GOAL OF THE EXERCISE
Every line containing the word "block" must be pulled from the records.

(Records from a dataset)
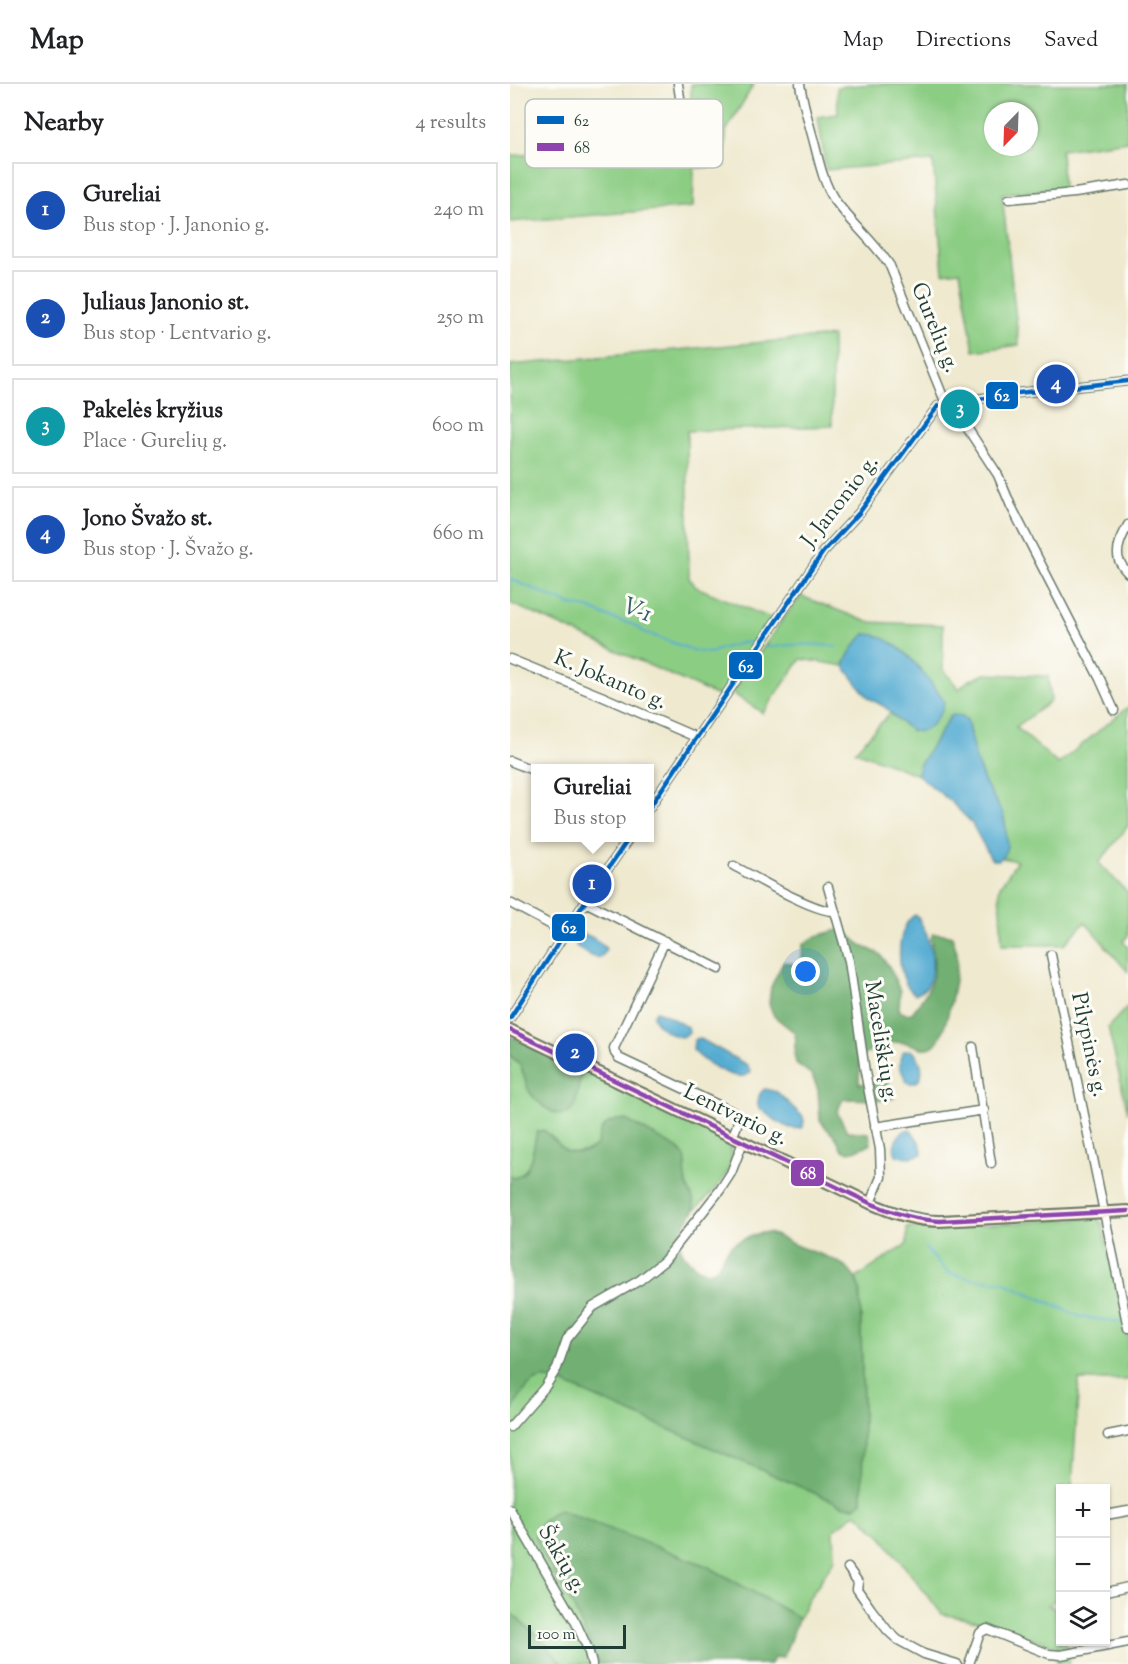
<!DOCTYPE html>
<html lang="en">
<head>
<meta charset="utf-8">
<style>
  body { margin:0; font-family:"Sorts Mill Goudy",serif; background:#f6f6f6; color:#202124 }
  .controls { position:absolute; right:18px; bottom:18px; display:grid; overflow:hidden; border-radius:0px; box-shadow:0 2px 4px #0004 }
  .controls button { width:54px; height:54px; display:grid; place-items:center; padding:0; border:0; border-bottom:2px solid #e0e0e0; background:#fff; color:#202124; font:30px sans-serif }
  .compass { position:absolute; left:474px; top:18px; width:54px; height:54px; border-radius:50%; background:#fff; box-shadow:0 2px 4px #0004; rotate:203deg }
  .scale { position:absolute; left:18px; bottom:15px; width:98px; box-sizing:border-box; padding-left:6px; border:3px solid #1f3d34; border-top:0; font-size:16px; line-height:21px; white-space:nowrap; color:#1f3d34; -webkit-text-stroke:4px #fdfcf7; paint-order:stroke }
  .you { position:absolute; left:296px; top:888px; width:21px; height:21px; margin:-15px; border:4px solid #fff; border-radius:50%; background:#1a73e8; box-shadow:0 0 0 9px #1a73e833 }
  .badge { display:grid; place-items:center; width:39px; height:39px; border-radius:50%; background:#0f766e; color:#fff; font-size:20px; font-weight:700 }
  .pin { position:absolute; translate:-50% -50%; border:3px solid #fff; box-shadow:0 2px 6px #0006 }
  .popup { position:absolute; left:21px; top:680px; width:123px; height:78px; box-sizing:border-box; display:grid; place-content:center; border-radius:0px; background:#fff; filter:drop-shadow(0 2px 4px #0005); font-size:20px; white-space:nowrap; color:#757577 }
  .popup b { font-size:22px; color:#202124 }
  .popup::after { content:''; position:absolute; left:50%; top:100%; margin-left:-12px; border:12px solid transparent; border-top-color:#fff }
  .list { margin:0; padding:0; list-style:none }
  h2 { display:flex; justify-content:space-between; align-items:center; height:78px; margin:0; padding:0 24px; font-size:26px }
  h2 small { font-size:20px; font-weight:400; color:#757577 }
  .list li { display:grid; grid-template-columns:39px 1fr auto; gap:18px; align-items:center; box-sizing:border-box; height:96px; margin:0 12px 12px; padding:0 12px; border:2px solid #e0e0e0; border-radius:0px }
  .list b { display:block; font-size:22px; white-space:nowrap }
  .list p { margin:0; font-size:20px; white-space:nowrap; color:#757577 }
  .list em { font-size:20px; font-style:normal; color:#757577 }
  .icon { flex:none; width:33px; height:33px; fill:none; stroke:currentColor; stroke-width:2; stroke-linecap:round; stroke-linejoin:round }
  .map { position:relative; flex:none; width:618px; height:1580px; overflow:hidden }
  header { display:flex; align-items:center; gap:36px; box-sizing:border-box; height:84px; padding:0 30px; background:#fff; border-bottom:2px solid #e0e0e0 }
  header strong { font-size:28px }
  nav { display:flex; gap:33px; margin-inline-start:auto; font-size:21px }
  main { display:flex }
  aside { flex:1; background:#fff }
  .map>svg:first-child { display:block }
  .green { fill:#8ccd84; stroke:#56855c; stroke-width:1.5; fill-rule:evenodd }
  .forest { fill:#71b072; stroke:#487653; stroke-width:1.5 }
  .water { fill:#55acd2; stroke:#3a7483; stroke-width:1.5 }
  .lines { fill:none; stroke-linecap:round; stroke-linejoin:round }
  .stream { stroke:#55acd2; stroke-width:2 }
  .minor-casing { stroke:#68796a; stroke-width:11 }
  .major-casing { stroke:#68796a; stroke-width:14 }
  .minor { stroke:#fff; stroke-width:8 }
  .major { stroke:#f8bd89; stroke-width:10 }
  .bus-1-casing { stroke:#fdfcf7; stroke-width:9 }
  .bus-2-casing { stroke:#fdfcf7; stroke-width:9 }
  .bus-1 { stroke:#0065bd; stroke-width:4.5 }
  .bus-2 { stroke:#8e44ad; stroke-width:4.5 }
  .labels { text-anchor:middle; dominant-baseline:central; stroke-width:6; stroke-linejoin:round; paint-order:stroke }
  .street-label { font-size:22px; fill:#1f3d34; stroke:#fdfcf7 }
  .water-label { font-size:24px; font-style:italic; fill:#2f5e63; stroke:#fdfcf7 }
  .key { fill:#fdfcf7; stroke:#bac3bc; stroke-width:1.5 }
  .key-label { font-size:16px; fill:#1f3d34 }
  .line-badge { stroke:#fdfcf7; stroke-width:2 }
  .badge-label { font-size:16px; text-anchor:middle; font-weight:bold; fill:#fff }
</style>
</head>
<body>
<header>
<strong>Map</strong>
<nav><a>Map</a><a>Directions</a><a>Saved</a></nav>
</header>
<main>
<aside>
<h2>Nearby<small>4 results</small></h2>
<ul class="list">
<li><span class="badge" style="background:#1a4fb4">1</span><div><b>Gureliai</b><p>Bus stop · J. Janonio g.</p></div><em>240 m</em></li>
<li><span class="badge" style="background:#1a4fb4">2</span><div><b>Juliaus Janonio st.</b><p>Bus stop · Lentvario g.</p></div><em>250 m</em></li>
<li><span class="badge" style="background:#0f9aa8">3</span><div><b>Pakelės kryžius</b><p>Place · Gurelių g.</p></div><em>600 m</em></li>
<li><span class="badge" style="background:#1a4fb4">4</span><div><b>Jono Švažo st.</b><p>Bus stop · J. Švažo g.</p></div><em>660 m</em></li>
</ul>
</aside>
<div class="map">
<svg width="618" height="1580" viewBox="0 0 618 1580">
  <rect width="100%" height="100%" fill="#fdfcf7"/>
  <filter id="ink" filterUnits="userSpaceOnUse"><feTurbulence type="fractalNoise" baseFrequency=".0167" numOctaves="2"/><feDisplacementMap in="SourceGraphic" scale="12" xChannelSelector="R" yChannelSelector="G"/><feConvolveMatrix kernelMatrix="1 2 1 2 8 2 1 2 1" color-interpolation-filters="sRGB"/></filter>
  <filter id="wash" filterUnits="userSpaceOnUse"><feTurbulence type="fractalNoise" baseFrequency=".008" numOctaves="4" result="noise"/><feDisplacementMap in="SourceGraphic" scale="24" xChannelSelector="R" yChannelSelector="G"/><feGaussianBlur stdDeviation="1.35" result="paint"/><feColorMatrix in="noise" values="0 0 0 0 0 0 0 0 0 0 0 0 0 0 0 0 0 1.4 0 .05"/><feComposite in="paint" operator="in"/></filter>
  <g filter="url(#wash)">
    <rect width="100%" height="100%" fill="#efe9cf"/>
    <path class="green" d="M181 0H244L216 47 215 82 184 84 183 123 0 138V72L182 57Z
      M362 0H618V57L551 66 553 104 492 110 509 261 464 267 450 187 433 189 423 77 316 86 308 33 328 30 327 3ZM483 27H519V63H483Z
      M322 252V342L177 347 179 494 186 503 263 535 210 613 0 519V281Z
      M291 512 358 538 433 541V585L449 605 458 597 475 590 538 592 541 617 506 643 548 680 618 623V742L589 779 618 809V852L613 858 618 863V888L575 838 554 861H492L489 804 507 777 492 774 494 772 496 745 493 730 474 697 465 673 457 636 452 632 440 633 409 682 408 691 345 667 380 629 402 647 432 627 434 617C413 593 389 553 355 550L336 576 334 582 291 575 253 629 222 609 271 538Z
      M618 922V1029L598 943Z
      M0 971 10 981 18 1005 64 1022 72 986 211 1052C241 1078 201 1109 182 1129 187 1111 178 1111 175 1096 172 1081 182 1078 167 1064L116 1036 91 1046 87 1061 78 1067 67 1069 57 1068 34 1046 27 1048C23 1064 22 1090 3 1094L0 1091Z
      M586 1134 592 1139 610 1219H618V1296H569L562 1404H550V1519L547 1515 538 1521 543 1523 549 1529 550 1528V1558H556L559 1580H546L547 1563 472 1538 432 1530 370 1451 346 1429 324 1446 325 1475 298 1516 289 1534 197 1482 30 1465 65 1526 88 1580H52L51 1577 0 1528V1331C6 1319 16 1298 31 1295 35 1294 42 1296 46 1296L334 1421 345 1423 352 1417 353 1324 350 1206 346 1194 397 1160V1143H434Z"/>
    <path class="forest" d="M332 845 352 862 370 870 380 884 390 907 389 927 396 930 402 929C425 898 427 892 421 854L423 850H436L442 852C443 857 446 864 447 869 448 886 437 954 423 962 413 968 406 961 397 959 376 956 365 962 350 975L349 1000 378 997 384 1014 373 1016 333 1015 327 1028 337 1047 359 1049 361 1060 344 1067 337 1068 331 1065 327 1055 317 1045 310 1036 308 1006 302 991 286 979 284 969 286 955 284 948 264 932 259 920 261 903 273 878 289 881 292 875 293 860 307 852Z
      M0 952 72 986C69 996 68 1014 64 1023 53 1043 26 1018 19 1007 15 1000 15 989 10 981 7 977 3 974 0 971Z
      M107 1036H116L167 1064C180 1075 175 1079 175 1093 175 1104 185 1112 184 1123 182 1133 174 1139 171 1148 164 1164 180 1181 194 1187 211 1193 210 1167 225 1159 232 1156 243 1150 251 1149 263 1147 275 1157 285 1161 312 1173 340 1173 350 1206L353 1324 352 1417 345 1423 334 1422 46 1296C42 1296 35 1294 31 1295 16 1298 6 1319 0 1331V1091L4 1094C22 1090 23 1064 27 1048L34 1046 57 1068 67 1069 78 1067 87 1061 91 1046 98 1039Z
      M50 1426 197 1482 289 1534 273 1573 264 1574 261 1580H88L65 1526 30 1465 25 1451C30 1440 38 1429 50 1426Z
      M0 1528 36 1560 52 1580H0Z"/>
    <path class="water" d="M355 550C387 549 418 594 434 617 434 626 429 631 424 638 407 661 390 637 376 624 372 620 365 618 360 615 357 613 336 585 334 582 337 571 346 558 355 550Z
      M443 631 452 632 457 636 465 673 474 697 493 730 496 745 497 763 494 772 489 776H482L480 773 461 738 440 717 408 691 409 682 440 633Z
      M405 831 408 833C411 840 416 847 418 855 424 872 427 904 405 910 385 898 384 843 405 831Z
      M69 849C78 850 91 858 96 865 90 883 76 868 66 862L65 854Z
      M146 927C158 930 167 939 178 943L179 949 171 953C160 951 146 942 143 932Z
      M189 954 237 981 241 988C228 1002 193 977 183 966L184 956Z
      M400 966C416 974 416 1005 397 998 391 987 386 977 394 967Z
      M255 1005 267 1008 293 1033 294 1037 293 1043C279 1050 260 1032 249 1024 246 1018 249 1008 255 1005Z
      M399 1045C406 1053 412 1059 412 1070L402 1073 387 1072C380 1062 388 1049 399 1045Z"/>
    <g class="lines">
      <path class="stream" d="M0 495 61 521 78 524 98 533 124 541 134 548 185 567 201 569C208 565 212 564 220 562 230 560 233 556 244 560
        M256 563C265 564 272 561 281 561 296 560 311 560 326 563
        M415 1164 438 1189 462 1195 493 1198 571 1233 611 1238"/>
    </g>
  </g>
  <g filter="url(#ink)">
    <g class="lines">
      <defs>
        <path id="minor" d="M168 0 176 54
          M290 0C293 20 299 39 304 58 309 77 313 98 324 115 341 139 364 157 380 182L436 320 448 330 488 391 501 422 590 595 604 626
          M499 115 565 109 618 101
          M618 441C613 451 605 464 609 476 611 481 615 486 618 489
          M0 575 91 612 181 651 186 655
          M0 677 25 687
          M139 724 313 468 349 429 428 322 436 320 499 310 618 297
          M224 782C245 793 304 828 324 827
          M318 803 339 877 355 988 370 1065 371 1093 360 1119
          M75 818 209 885
          M0 819 56 849
          M155 857 104 964 105 969 109 974 221 1027C232 1035 227 1042 222 1053
          M541 871 618 1244
          M0 934 75 818 119 754
          M463 963 481 1079
          M365 1043 474 1026
          M0 1343 35 1303 47 1284 57 1255 83 1223 130 1196 154 1177 210 1106 221 1089 233 1058
          M598 1351 618 1347
          M0 1425 66 1539 78 1565 82 1580
          M596 1431 618 1427
          M338 1484 348 1498 347 1505 361 1525 378 1547 388 1556 414 1570 447 1580
          M596 1508 618 1503
          M459 1580 470 1549 477 1545 539 1570 551 1571 618 1558"/>
        <path id="major" d="M0 946 360 1119C383 1129 405 1137 430 1137L618 1127"/>
      </defs>
      <use href="#minor" class="minor-casing"/>
      <use href="#major" class="major-casing"/>
      <use href="#minor" class="minor"/>
      <use href="#major" class="major"/>
      <defs>
        <path id="bus-1" d="M139 724 313 468 349 429 428 322 499 310 618 297
          M0 934 75 818 119 754"/>
        <path id="bus-2" d="M0 946 360 1119C383 1129 405 1136 430 1137L618 1127"/>
      </defs>
      <use href="#bus-1" class="bus-1-casing"/>
      <use href="#bus-2" class="bus-2-casing"/>
      <use href="#bus-1" class="bus-1"/>
      <use href="#bus-2" class="bus-2"/>
    </g>
  </g>
  <g class="labels">
    <g class="street-label">
      <text transform="translate(424 244) rotate(68)">Gurelių g.</text>
      <text transform="translate(331 418) rotate(-52)">J. Janonio g.</text>
      <text transform="translate(100 597) rotate(23)">K. Jokanto g.</text>
      <text transform="translate(370 958) rotate(81)">Maceliškių g.</text>
      <text transform="translate(578 961) rotate(78)">Pilypinės g.</text>
      <text transform="translate(225 1032) rotate(26)">Lentvario g.</text>
      <text transform="translate(51 1476) rotate(60)">Šakių g.</text>
    </g>
    <g class="water-label">
      <text transform="translate(127 527) rotate(21)">V-1</text>
    </g>
  </g>
  <rect x="15" y="15" width="198" height="69" rx="9" class="key"/>
  <rect x="27" y="32" width="27" height="8" fill="#0065bd"/>
  <rect x="27" y="59" width="27" height="8" fill="#8e44ad"/>
  <g class="key-label">
    <text x="64" y="42">62</text>
    <text x="64" y="69">68</text>
  </g>
  <g class="line-badge">
    <rect x="475" y="297" width="34" height="29" rx="6" fill="#0065bd"/>
    <rect x="218" y="567" width="35" height="29" rx="6" fill="#0065bd"/>
    <rect x="41" y="829" width="35" height="29" rx="6" fill="#0065bd"/>
    <rect x="280" y="1075" width="35" height="28" rx="6" fill="#8e44ad"/>
  </g>
  <g class="badge-label">
    <text x="492" y="317">62</text>
    <text x="236" y="588">62</text>
    <text x="59" y="849">62</text>
    <text x="298" y="1095">68</text>
  </g>
</svg>
<div class="controls">
<button>+</button>
<button>−</button>
<button><svg class="icon" aria-label="layers" viewBox="0 0 24 24"><path d="M12 4l9 5-9 5-9-5zM3 14l9 5 9-5"/></svg></button>
</div>
<svg class="compass" viewBox="-18 -18 36 36"><path d="M0-13l5 13h-10z" fill="#e53935"/><path d="M0 13l5-13h-10z" fill="#757577"/></svg>
<div class="scale">100 m</div>
<div class="you"></div>
<div class="pin badge" style="left:82px;top:800px;background:#1a4fb4">1</div>
<div class="popup"><b>Gureliai</b>Bus stop</div>
<div class="pin badge" style="left:65px;top:969px;background:#1a4fb4">2</div>
<div class="pin badge" style="left:450px;top:325px;background:#0f9aa8">3</div>
<div class="pin badge" style="left:546px;top:300px;background:#1a4fb4">4</div>
</div>
</main>
</body>
</html>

YOUR RESPONSE
  .list b { display:block; font-size:22px; white-space:nowrap }
  .map>svg:first-child { display:block }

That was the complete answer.